Похоже, Сандоса это слегка позабавило.

— Что вы предлагаете?

Его речь была невнятной. Карло сообразил, что следует уменьшить дозировку.

— Сандос, я здравомыслящий человек. Дабы прекратить нашу вражду, вам будет позволено послать сообщение Джине и моей дочке. Если же вы попытаетесь помешать моим планам или навредить мне каким-то образом, сейчас или в будущем, — с сожалением предупредил Карло Джулиани, — то Джон Кандотти умрет.

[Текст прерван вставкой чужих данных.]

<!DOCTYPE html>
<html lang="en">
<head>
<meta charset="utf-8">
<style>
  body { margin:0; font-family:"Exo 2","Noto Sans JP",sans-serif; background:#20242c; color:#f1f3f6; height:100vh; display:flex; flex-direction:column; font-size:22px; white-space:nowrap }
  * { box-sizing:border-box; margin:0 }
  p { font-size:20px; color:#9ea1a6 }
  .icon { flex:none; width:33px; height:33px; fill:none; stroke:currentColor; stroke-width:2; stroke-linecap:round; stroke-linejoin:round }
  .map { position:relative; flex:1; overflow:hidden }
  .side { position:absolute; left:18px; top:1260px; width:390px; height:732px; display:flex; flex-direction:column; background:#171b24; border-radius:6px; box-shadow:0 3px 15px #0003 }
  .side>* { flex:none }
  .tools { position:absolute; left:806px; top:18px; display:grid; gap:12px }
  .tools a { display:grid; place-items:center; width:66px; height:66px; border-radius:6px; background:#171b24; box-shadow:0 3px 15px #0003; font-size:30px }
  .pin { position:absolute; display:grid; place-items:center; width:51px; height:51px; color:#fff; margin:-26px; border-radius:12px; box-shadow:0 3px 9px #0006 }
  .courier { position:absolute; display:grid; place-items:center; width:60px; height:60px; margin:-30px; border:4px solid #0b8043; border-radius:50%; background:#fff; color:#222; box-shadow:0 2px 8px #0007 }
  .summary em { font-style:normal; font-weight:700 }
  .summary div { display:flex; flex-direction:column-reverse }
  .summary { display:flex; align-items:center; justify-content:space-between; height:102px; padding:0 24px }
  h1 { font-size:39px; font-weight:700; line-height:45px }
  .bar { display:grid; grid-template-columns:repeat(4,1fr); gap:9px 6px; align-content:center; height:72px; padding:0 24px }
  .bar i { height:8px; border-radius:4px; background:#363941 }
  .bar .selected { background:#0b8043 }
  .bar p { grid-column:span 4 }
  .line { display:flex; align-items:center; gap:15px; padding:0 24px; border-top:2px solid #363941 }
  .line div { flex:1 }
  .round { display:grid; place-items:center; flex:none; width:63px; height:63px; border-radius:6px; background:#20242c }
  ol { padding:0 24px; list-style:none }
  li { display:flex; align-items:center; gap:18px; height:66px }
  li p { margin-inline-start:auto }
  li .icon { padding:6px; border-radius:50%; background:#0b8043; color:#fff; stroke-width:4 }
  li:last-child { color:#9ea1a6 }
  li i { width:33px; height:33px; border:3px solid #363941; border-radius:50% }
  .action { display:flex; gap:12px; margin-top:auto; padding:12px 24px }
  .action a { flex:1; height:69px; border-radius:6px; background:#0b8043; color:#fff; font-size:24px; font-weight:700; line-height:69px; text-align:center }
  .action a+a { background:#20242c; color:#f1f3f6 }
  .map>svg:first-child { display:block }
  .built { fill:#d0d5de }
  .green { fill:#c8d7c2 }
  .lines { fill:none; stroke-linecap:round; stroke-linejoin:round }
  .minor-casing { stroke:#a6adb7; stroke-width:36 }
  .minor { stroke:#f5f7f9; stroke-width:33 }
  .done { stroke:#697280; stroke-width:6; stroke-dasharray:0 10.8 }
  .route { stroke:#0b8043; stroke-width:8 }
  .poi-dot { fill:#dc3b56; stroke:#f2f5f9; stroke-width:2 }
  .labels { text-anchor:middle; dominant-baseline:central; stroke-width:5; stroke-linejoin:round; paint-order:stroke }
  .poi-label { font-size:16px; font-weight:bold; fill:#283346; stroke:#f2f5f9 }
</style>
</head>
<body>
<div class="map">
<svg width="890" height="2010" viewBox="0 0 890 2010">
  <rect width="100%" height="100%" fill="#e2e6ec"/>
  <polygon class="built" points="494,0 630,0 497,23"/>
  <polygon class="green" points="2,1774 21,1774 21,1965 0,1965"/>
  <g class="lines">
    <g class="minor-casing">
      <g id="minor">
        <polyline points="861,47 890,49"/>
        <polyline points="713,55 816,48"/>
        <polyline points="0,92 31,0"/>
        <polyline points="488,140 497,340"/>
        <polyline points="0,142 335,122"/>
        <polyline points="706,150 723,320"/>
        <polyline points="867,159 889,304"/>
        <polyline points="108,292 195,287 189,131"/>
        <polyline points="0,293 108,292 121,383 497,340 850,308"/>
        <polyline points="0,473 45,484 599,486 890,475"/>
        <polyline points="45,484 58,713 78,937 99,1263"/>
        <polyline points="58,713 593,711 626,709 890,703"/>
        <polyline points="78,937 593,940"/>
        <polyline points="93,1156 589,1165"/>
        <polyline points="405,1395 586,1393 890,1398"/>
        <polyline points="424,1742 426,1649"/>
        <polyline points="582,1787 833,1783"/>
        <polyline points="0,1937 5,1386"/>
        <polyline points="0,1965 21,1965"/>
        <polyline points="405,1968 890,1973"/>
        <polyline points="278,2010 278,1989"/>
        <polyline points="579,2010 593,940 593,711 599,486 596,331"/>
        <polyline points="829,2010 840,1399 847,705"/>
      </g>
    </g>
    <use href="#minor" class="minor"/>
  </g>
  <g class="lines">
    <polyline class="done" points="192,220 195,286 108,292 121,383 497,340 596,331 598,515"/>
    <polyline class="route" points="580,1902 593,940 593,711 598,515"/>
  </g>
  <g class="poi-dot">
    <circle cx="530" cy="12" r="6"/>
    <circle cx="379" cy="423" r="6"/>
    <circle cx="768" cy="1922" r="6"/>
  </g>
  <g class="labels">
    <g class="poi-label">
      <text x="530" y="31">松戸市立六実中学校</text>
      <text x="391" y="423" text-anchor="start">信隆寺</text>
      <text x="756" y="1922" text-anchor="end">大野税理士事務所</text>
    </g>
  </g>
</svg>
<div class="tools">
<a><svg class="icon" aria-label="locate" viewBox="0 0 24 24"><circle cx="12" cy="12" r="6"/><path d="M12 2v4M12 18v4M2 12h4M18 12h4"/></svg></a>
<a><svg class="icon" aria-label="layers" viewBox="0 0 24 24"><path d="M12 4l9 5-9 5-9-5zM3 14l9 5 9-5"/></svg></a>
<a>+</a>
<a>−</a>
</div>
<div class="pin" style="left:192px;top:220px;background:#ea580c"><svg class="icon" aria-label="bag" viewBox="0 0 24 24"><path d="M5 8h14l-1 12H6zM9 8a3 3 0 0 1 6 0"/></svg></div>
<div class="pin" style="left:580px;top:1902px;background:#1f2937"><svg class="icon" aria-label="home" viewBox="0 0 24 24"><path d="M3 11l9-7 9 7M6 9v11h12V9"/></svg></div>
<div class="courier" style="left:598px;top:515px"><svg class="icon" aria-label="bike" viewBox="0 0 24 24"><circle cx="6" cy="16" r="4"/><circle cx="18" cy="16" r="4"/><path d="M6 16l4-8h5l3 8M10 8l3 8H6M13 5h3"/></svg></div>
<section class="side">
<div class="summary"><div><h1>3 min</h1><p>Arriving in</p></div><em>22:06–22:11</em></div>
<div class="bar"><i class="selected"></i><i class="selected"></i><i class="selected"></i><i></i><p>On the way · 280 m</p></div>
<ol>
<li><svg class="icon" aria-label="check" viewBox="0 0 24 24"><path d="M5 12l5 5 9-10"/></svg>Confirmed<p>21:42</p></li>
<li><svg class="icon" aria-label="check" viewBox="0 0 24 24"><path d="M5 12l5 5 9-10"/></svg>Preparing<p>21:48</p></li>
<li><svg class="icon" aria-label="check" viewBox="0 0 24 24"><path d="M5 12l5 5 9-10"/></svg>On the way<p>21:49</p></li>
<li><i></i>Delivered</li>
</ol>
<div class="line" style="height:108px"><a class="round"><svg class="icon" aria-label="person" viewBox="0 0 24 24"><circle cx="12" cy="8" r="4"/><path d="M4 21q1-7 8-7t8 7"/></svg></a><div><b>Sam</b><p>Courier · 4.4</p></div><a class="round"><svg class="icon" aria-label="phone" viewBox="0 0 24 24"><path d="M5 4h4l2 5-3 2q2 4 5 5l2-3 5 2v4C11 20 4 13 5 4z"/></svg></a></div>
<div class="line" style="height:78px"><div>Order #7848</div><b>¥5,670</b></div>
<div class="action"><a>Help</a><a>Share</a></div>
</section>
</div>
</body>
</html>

— Полагаю, эту разновидность «кнута и пряника» предложил Железный Конь.

— Лишь косвенно, — доверительно сообщил Карло. — Занятный человек — этот Железный Конь. Не завидую ему. Его поставили в трудное положение. Разве не так обычно говорят про иезуитов? Они стоят меж обществом и Церковью, и с обеих сторон в них стреляют… Кстати, о трудных ситуациях: Кандотти находится сейчас в ангаре посадочного катера. Если в течение десяти минут я не отменю приказ, мои люди откроют ворота в вакуум.

Сандос никак на это не отреагировал, но спустя какое-то время спросил:

— А что причитается за активное сотрудничество?

Наклонясь к медицинскому шкафу с зеркальными дверцами, Карло на секунду задумался; его длинноносое узкое лицо под шапкой золотистых, коротко остриженных, но вьющихся волос (прямо оживший Аполлон) сделалось серьезным.

— Конечно, деньги, но… — Он пожал плечами, подтверждая ничтожность такого мотива для состоятельного Сандоса. — И место в истории! Но это у вас тоже есть. Что ж, — продолжил он, снова поворачиваясь к Сандосу, — за активное сотрудничество я готов предложить вам возможность для мести. Или для справедливости — зависит от того, как вы на это смотрите.

Некоторое время Сандос сидел неподвижно, глядя на свои руки. С нескрываемым интересом Карло смотрел, как он распрямил пальцы, а затем позволил им упасть; они смотрелись почти красиво, а похожие на ленточки шрамы напоминали цветом слоновую кость.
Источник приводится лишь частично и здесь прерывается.